Most projects are carried out jointly with companies and other research entities at SDU, and are externally funded, supporting industrial collaboration and societal relevance. We support our employees in building their academic careers, and we happily assist those who wish to transition from academia to industry or vice versa.
SDU Software Engineering is or has been involved in the following research projects:
Facility Cobot, a Grand Solutions project funded with 17.6 million DKK including 12 million DKK from the Innovation Fund. With six comitted partnes, the project will run over three years and has set out to create robots with sensor technology and artificial intelligence, helping the cleaning staff in cafeterias and airports. Addressing the need for new technologies that can improve the efficiency and ergonomics of cleaning. Read more about the Facility Cobot here.

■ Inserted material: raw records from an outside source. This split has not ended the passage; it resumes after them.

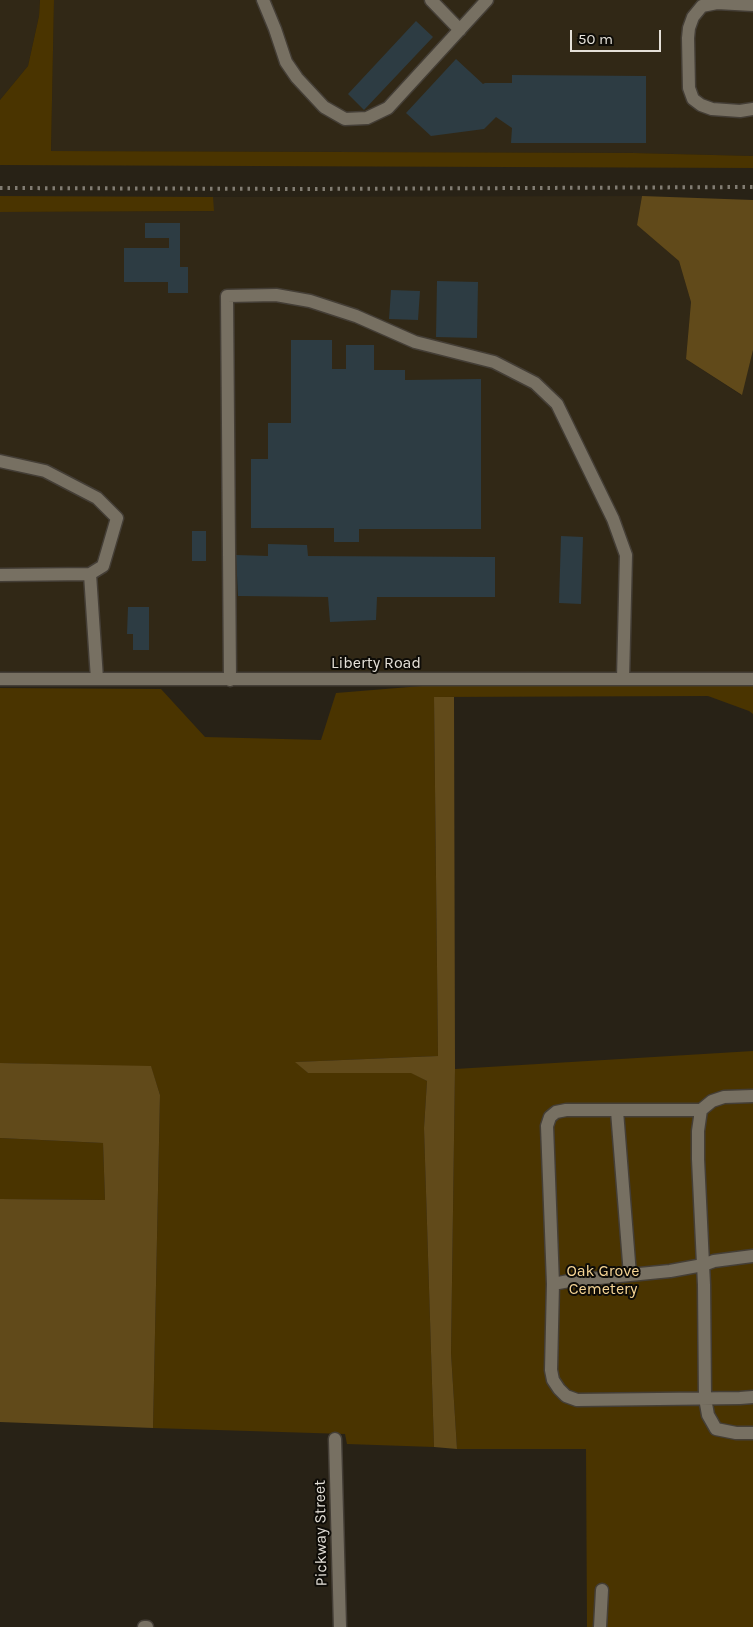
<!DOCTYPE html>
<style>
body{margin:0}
#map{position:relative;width:753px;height:1627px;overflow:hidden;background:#282216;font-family:Karla,sans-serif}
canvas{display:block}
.scale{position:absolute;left:570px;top:30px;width:91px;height:22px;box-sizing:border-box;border:2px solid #e4e0d8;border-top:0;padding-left:6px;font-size:15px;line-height:18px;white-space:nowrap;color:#e4e0d8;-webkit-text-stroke:4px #0e0c07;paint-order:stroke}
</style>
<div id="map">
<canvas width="753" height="1627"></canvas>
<div class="scale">50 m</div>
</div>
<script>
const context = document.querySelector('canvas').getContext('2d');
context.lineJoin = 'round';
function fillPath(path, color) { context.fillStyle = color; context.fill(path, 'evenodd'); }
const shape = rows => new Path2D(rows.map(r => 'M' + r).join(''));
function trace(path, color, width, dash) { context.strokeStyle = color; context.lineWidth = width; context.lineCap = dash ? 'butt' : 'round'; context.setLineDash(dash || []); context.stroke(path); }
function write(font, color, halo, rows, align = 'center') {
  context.font = font + ' Karla,sans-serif'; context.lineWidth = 4; context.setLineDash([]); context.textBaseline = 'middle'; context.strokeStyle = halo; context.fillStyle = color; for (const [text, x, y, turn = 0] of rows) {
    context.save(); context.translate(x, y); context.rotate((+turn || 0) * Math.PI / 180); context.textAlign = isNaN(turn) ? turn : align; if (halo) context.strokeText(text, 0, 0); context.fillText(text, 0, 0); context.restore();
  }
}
fillPath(shape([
 [0,0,40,0,39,16,28,66,0,100],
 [54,0,753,0,753,156,634,153,51,151],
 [642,196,637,225,679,261,691,302,686,359,741,395,753,350,753,672,0,671,0,212,213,211,213,197]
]), '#312816');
fillPath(shape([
 [40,0,54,0,51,151,634,153,753,156,753,168,0,165,0,100,28,66,39,16],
 [0,196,213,197,214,211,0,212],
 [434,685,753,685,753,714,749,711,708,696,434,697,438,1056,296,1062,308,1073,412,1073,427,1081,424,1128,434,1447,347,1444,345,1434,153,1428,160,1095,151,1067,0,1063,0,688,161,689,205,737,321,740,336,693],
 [753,1051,753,1627,587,1627,586,1449,457,1449,451,1353,455,1069],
 [0,1138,103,1143,105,1200,0,1199]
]), '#4a3400');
fillPath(shape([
 [642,196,753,200,753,350,742,395,686,359,691,302,679,261,637,225],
 [434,697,454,697,455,1069,451,1353,457,1449,434,1447,424,1128,427,1081,411,1073,308,1073,295,1062,438,1056],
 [0,1063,151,1066,160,1095,153,1428,0,1422,0,1199,105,1200,103,1143,0,1138]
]), '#614a1a');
fillPath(shape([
 [416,21,433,37,364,110,348,94],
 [456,59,483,84,485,83,512,83,512,75,646,76,646,143,511,143,512,128,496,117,484,129,431,136,406,113],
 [145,223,180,223,180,267,188,267,188,293,168,293,168,282,124,282,124,248,169,248,169,238,145,238],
 [437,281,478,282,477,338,436,337],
 [391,290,420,291,418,320,389,319],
 [291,340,332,340,332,369,346,369,346,345,374,345,374,370,405,370,405,380,481,379,481,529,359,529,359,542,334,542,334,528,251,528,251,459,268,459,268,423,291,423],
 [192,531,206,531,206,561,192,561],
 [561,536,583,537,581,604,559,603],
 [268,544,307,545,308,556,495,557,495,597,377,597,376,620,330,622,328,597,238,596,236,555,268,556],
 [128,607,149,607,149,650,133,650,133,634,127,634]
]), '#2d3c43');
const minor = shape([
 [263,0,275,29,286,62,297,78,324,107,345,119,367,118,388,108,487,0],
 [431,0,460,30],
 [753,5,717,3,702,6,693,17,689,28,688,38,689,88,693,99,701,105,712,109,740,111,753,109],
 [0,461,45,471,97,498,117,518,103,566,90,574],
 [0,575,90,574,97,679],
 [0,679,753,679],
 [230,680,227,296,276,295,310,301,356,316,415,342,494,362,535,383,557,404,613,519,626,555,623,679],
 [753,1096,724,1097,712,1101,701,1110,566,1110,556,1112,550,1117,547,1126,553,1284,551,1370,553,1380,559,1389,566,1396,577,1400,740,1398,753,1397],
 [701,1110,698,1131,698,1159,704,1285,705,1398,708,1415,716,1429,736,1433,753,1433],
 [617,1111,630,1275],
 [553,1284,569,1281,670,1271,703,1265,714,1261,753,1256],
 [335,1439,340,1627],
 [144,1627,147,1627],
 [600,1627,602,1590]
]);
trace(minor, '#443e36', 15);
trace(minor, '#777062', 12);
trace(shape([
 [0,188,302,189,753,187]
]), '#817c72', 4, [2.5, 5]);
write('16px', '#e4e0d8', '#0e0c07', [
 ["Liberty Road",376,663],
 ["Pickway Street",321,1533,-91]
]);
write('16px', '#f6d595', '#0e0c07', [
 ["Oak Grove",603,1271],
 ["Cemetery",603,1289]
]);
</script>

Farming livestock – cattle, sheep, goats, pigs and chickens – contributes around 6 billion tonnes of greenhouse gases (carbon dioxide, methane and nitrous oxide) to the atmosphere each year, which could represent up to 18% of global emissions. With the advent of Precision Farming which uses new technologies to handle and manage farm information, economic returns can be improved and environmental impact can be reduced. As such, precision feeding is about getting the right nutrient to the right animal at the right time, which can increase feed efficiency and productivity and consequently improve farm profitability and lower emission intensity.

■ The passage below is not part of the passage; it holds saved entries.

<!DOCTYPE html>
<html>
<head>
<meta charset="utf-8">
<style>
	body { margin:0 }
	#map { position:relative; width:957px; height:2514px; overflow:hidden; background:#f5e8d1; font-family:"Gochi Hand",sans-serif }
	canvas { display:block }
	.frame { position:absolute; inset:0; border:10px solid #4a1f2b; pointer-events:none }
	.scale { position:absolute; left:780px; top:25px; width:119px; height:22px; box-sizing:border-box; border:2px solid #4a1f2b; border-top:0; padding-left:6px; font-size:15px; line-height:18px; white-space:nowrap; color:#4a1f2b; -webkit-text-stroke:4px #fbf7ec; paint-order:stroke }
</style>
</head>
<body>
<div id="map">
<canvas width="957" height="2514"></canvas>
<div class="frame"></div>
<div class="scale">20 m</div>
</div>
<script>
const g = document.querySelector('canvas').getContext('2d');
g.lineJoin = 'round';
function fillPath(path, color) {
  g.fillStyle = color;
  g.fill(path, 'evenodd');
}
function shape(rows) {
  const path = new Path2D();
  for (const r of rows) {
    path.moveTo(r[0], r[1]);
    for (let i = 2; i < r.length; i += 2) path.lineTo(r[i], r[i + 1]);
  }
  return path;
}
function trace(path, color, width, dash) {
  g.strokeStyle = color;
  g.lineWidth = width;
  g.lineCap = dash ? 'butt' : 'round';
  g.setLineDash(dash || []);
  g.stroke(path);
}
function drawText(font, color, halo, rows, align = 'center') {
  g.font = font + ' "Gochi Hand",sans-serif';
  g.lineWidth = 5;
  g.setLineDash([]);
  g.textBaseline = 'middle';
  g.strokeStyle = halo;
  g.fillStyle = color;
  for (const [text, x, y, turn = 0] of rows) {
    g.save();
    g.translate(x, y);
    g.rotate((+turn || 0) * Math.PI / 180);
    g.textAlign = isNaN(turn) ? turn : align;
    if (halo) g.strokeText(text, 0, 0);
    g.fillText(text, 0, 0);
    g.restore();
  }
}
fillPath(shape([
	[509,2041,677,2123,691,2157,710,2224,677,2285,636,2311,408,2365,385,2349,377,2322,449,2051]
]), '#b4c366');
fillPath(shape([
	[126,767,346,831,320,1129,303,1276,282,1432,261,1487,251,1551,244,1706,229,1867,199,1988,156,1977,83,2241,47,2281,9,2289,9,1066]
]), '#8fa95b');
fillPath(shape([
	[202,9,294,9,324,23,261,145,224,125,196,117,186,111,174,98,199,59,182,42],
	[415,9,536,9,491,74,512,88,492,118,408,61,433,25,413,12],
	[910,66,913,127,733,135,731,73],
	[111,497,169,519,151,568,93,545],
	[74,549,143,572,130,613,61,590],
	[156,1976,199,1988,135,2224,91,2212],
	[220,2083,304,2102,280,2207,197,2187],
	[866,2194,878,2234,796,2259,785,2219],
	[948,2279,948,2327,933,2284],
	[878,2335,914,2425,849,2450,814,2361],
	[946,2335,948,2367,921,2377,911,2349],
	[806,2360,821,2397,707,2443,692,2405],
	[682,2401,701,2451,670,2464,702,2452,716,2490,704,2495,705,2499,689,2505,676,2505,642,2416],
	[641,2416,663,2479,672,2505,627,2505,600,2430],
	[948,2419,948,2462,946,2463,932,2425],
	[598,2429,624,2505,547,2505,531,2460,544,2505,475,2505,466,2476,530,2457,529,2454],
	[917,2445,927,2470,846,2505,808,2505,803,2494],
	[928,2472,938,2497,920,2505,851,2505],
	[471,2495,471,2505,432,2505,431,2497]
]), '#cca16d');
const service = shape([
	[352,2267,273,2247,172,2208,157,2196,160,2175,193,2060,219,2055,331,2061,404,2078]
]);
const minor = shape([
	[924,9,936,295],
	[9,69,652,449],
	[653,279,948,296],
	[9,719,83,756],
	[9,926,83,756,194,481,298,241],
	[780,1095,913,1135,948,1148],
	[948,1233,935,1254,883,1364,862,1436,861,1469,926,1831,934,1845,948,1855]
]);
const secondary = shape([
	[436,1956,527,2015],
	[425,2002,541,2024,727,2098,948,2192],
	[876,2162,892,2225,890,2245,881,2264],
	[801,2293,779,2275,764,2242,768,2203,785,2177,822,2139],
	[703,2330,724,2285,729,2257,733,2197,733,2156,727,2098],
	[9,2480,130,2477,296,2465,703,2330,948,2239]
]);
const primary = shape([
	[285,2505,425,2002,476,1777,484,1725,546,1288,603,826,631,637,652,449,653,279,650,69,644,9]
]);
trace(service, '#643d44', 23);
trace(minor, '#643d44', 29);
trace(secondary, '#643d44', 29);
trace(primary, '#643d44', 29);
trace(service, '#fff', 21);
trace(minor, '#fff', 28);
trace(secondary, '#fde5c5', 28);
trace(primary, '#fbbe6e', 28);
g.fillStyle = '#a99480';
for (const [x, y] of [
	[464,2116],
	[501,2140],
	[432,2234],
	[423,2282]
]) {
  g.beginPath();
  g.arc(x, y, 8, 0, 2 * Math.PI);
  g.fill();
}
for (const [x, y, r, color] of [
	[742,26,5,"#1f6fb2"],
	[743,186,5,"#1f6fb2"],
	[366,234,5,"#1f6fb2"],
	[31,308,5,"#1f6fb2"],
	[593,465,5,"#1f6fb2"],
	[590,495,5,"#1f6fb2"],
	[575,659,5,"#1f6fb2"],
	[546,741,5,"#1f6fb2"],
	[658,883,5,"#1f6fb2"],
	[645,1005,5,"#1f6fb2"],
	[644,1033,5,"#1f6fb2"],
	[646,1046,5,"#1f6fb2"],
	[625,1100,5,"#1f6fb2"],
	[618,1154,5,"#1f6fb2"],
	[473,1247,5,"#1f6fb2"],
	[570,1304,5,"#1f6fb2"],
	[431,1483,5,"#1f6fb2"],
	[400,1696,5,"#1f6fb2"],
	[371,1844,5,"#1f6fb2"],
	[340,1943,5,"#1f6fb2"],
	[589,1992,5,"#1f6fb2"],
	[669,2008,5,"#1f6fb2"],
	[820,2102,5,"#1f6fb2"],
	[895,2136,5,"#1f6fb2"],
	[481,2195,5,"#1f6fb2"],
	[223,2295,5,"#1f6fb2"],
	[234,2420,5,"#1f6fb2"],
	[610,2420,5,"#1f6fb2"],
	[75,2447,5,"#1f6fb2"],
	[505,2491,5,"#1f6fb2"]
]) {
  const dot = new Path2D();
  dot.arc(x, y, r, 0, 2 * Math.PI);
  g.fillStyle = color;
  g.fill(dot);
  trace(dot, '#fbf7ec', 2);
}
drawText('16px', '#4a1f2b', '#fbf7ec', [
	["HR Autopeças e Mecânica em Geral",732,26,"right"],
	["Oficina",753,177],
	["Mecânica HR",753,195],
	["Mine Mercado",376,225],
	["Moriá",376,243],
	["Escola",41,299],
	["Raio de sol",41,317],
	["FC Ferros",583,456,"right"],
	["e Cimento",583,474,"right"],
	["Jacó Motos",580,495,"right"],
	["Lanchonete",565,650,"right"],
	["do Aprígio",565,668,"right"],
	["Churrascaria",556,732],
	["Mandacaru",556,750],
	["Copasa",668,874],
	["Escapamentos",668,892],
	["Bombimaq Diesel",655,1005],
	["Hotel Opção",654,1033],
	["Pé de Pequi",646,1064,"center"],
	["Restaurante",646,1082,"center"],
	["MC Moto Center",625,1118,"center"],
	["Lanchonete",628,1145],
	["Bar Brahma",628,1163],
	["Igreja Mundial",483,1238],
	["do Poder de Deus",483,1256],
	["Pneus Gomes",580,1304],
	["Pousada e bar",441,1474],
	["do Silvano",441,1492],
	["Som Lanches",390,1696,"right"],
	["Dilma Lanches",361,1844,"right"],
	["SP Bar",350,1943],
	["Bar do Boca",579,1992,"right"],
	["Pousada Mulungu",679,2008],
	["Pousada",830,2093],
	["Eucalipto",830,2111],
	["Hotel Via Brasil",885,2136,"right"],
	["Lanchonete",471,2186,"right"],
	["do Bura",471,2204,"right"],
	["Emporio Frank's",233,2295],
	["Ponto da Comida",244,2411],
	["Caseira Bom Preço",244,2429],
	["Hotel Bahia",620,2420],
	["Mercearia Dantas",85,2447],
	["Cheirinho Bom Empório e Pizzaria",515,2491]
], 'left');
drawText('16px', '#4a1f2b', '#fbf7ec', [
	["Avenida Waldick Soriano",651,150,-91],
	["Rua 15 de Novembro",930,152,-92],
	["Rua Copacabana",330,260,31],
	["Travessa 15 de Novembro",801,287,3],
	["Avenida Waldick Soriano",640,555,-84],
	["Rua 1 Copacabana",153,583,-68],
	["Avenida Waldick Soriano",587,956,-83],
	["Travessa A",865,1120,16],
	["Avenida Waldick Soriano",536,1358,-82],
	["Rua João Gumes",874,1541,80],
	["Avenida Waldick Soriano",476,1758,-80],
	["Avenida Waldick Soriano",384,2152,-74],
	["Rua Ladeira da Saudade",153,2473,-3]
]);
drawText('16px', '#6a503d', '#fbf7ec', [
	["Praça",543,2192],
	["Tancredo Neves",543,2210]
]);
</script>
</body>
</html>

The project proposes the integrated use of wireless sensor networks, data analytics and modelling that enable an efficient decision support system together with a state-of-the-art cloud solution supporting blockchain for livestock agriculture. By minutely tracing the livestock feed and GHG emission, the FarmSustainaBl project will contribute to raising consumer awareness on the importance of low-GHG emission livestock produce as well as be able to optimize the and lower the GHG emission in animal production systems.